If there are errors, specific messages and fix suggestions will be shown. See Tutorial 6: Validation for details.
Step 4: eulerweave plan — Execution Preview
eulerweave plan manifest.yaml --records 10000
[eulerweave] Planning execution for: manifest.yaml
[eulerweave] Track: sft
[eulerweave] Estimated input records: 10,000
Execution Plan
+---------+-------------------+--------+-------------------+-------------------+
| Step | Block | Slot | Input Type | Output Type |
+---------+-------------------+--------+-------------------+-------------------+
| 1 | norm1 | norm.. | TextDocument | TextDocument |
| 2 | filter1 | filter | TextDocument | TextDocument |
| 3 | sft1 | build..| TextDocument | SFTMessages |
| 4 | exp1 | export | SFTMessages | ExportedDataset |
+---------+-------------------+--------+-------------------+-------------------+
[eulerweave] No policy violations detected.

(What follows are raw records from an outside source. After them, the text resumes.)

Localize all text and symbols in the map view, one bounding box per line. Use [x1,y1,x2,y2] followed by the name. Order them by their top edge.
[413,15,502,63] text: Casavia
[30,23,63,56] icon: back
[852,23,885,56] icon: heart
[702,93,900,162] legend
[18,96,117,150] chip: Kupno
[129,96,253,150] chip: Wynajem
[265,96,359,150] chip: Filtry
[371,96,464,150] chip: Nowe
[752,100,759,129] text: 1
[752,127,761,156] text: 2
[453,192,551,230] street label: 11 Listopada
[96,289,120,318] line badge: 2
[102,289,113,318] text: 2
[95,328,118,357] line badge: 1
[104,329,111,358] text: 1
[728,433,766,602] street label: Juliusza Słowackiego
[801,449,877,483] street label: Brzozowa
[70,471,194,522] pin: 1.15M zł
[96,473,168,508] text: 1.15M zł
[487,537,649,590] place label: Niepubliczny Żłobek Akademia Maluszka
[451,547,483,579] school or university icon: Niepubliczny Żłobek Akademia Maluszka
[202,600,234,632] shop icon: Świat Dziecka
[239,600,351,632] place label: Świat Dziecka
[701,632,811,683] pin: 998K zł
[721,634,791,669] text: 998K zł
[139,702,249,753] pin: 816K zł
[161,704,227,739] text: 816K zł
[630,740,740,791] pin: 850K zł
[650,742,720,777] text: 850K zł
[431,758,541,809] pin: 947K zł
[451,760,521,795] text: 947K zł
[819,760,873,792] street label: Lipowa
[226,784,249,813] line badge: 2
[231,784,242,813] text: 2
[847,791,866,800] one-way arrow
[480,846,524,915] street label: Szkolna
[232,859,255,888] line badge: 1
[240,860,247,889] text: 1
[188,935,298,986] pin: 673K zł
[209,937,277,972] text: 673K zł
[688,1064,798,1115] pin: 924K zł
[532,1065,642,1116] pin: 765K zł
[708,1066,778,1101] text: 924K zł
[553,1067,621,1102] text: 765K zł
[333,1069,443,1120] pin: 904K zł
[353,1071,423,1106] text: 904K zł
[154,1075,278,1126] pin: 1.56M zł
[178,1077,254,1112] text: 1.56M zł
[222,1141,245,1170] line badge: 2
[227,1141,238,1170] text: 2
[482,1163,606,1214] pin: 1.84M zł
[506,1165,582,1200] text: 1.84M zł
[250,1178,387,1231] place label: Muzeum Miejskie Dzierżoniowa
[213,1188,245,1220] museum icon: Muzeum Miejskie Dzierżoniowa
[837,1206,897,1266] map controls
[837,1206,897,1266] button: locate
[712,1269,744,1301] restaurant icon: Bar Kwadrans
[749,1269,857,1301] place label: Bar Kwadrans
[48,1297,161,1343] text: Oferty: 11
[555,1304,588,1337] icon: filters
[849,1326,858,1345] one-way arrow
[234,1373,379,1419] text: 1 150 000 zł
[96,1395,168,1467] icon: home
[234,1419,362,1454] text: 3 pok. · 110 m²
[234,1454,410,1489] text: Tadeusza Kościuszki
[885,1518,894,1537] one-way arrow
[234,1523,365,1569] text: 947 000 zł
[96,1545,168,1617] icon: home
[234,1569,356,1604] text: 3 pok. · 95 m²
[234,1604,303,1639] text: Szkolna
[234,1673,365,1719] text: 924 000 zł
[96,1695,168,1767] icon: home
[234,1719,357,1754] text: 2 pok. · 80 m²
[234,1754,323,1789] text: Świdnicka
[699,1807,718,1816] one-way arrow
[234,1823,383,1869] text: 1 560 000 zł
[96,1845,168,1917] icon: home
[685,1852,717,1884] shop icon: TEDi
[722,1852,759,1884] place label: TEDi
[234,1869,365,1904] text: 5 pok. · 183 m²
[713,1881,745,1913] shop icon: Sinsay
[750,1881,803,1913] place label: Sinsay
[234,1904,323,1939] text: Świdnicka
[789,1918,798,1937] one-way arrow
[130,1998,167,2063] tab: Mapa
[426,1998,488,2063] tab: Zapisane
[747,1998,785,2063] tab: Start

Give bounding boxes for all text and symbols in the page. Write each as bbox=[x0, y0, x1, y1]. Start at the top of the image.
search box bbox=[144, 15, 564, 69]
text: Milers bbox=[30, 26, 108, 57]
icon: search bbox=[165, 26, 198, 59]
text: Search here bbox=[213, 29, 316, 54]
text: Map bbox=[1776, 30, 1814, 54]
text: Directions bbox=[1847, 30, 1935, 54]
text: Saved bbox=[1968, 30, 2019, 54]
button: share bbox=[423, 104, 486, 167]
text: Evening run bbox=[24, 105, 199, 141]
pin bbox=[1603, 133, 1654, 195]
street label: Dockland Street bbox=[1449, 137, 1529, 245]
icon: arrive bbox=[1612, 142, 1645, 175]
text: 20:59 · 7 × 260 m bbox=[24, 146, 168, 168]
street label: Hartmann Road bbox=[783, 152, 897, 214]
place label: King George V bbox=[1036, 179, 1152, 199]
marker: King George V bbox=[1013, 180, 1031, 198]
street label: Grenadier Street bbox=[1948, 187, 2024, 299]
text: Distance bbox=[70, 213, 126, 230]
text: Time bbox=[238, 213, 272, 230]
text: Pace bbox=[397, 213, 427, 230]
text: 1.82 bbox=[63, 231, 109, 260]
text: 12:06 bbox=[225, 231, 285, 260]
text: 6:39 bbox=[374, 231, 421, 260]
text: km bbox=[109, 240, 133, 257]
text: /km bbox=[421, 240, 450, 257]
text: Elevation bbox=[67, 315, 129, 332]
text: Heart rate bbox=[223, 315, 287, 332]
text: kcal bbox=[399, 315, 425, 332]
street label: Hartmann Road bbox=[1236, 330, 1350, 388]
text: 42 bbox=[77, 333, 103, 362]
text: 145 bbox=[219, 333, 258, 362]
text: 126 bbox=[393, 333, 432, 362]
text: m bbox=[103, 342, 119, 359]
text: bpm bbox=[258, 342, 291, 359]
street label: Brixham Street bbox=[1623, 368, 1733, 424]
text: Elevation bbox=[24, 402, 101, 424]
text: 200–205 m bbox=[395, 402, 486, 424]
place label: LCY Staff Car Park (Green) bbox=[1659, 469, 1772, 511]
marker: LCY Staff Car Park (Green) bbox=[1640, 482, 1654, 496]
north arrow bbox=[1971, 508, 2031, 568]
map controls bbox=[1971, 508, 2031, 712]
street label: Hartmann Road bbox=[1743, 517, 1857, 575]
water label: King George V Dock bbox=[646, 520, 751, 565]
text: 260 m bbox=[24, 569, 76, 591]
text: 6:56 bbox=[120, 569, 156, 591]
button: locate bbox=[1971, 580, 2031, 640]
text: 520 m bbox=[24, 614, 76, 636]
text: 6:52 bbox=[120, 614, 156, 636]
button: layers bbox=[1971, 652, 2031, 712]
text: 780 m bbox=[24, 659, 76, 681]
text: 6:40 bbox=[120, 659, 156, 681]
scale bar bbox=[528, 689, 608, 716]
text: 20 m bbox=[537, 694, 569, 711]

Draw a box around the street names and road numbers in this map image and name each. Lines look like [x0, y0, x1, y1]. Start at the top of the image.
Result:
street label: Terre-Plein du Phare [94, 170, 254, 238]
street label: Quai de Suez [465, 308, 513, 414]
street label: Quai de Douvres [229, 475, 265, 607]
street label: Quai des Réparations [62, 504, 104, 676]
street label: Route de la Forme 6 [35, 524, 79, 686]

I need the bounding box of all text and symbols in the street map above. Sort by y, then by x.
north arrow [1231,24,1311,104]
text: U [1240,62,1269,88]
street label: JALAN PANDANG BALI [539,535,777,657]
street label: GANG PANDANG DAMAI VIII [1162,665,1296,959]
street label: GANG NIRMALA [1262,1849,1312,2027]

[eulerweave] Plan looks good. Run with: eulerweave run manifest.yaml
Step 5: eulerweave run — Run the Pipeline
eulerweave run manifest.yaml \
--input data/train.jsonl \
--artifacts ./artifacts
[eulerweave] Loading manifest: manifest.yaml
[eulerweave] Track: sft
[eulerweave] Input: data/train.jsonl (5 records)
[eulerweave] Starting pipeline execution ...
[eulerweave] [1/4] norm1 (normalize_text) ...
[eulerweave] Processed 5 documents, 0 dropped
[eulerweave] [2/4] filter1 (heuristic_filter) ...
[eulerweave] Processed 5 documents, 0 filtered
[eulerweave] [3/4] sft1 (build_sft_messages) ...
[eulerweave] Built 5 SFT message sets
[eulerweave] [4/4] exp1 (export_jsonl) ...
[eulerweave] Exported 5 records to out/result.jsonl
[eulerweave] Pipeline completed successfully.
What Happened
- norm1 — Cleaned whitespace in each document's text. Removed empty documents.
- filter1 — Applied length constraints (removed documents under 50 or over 10,000 characters).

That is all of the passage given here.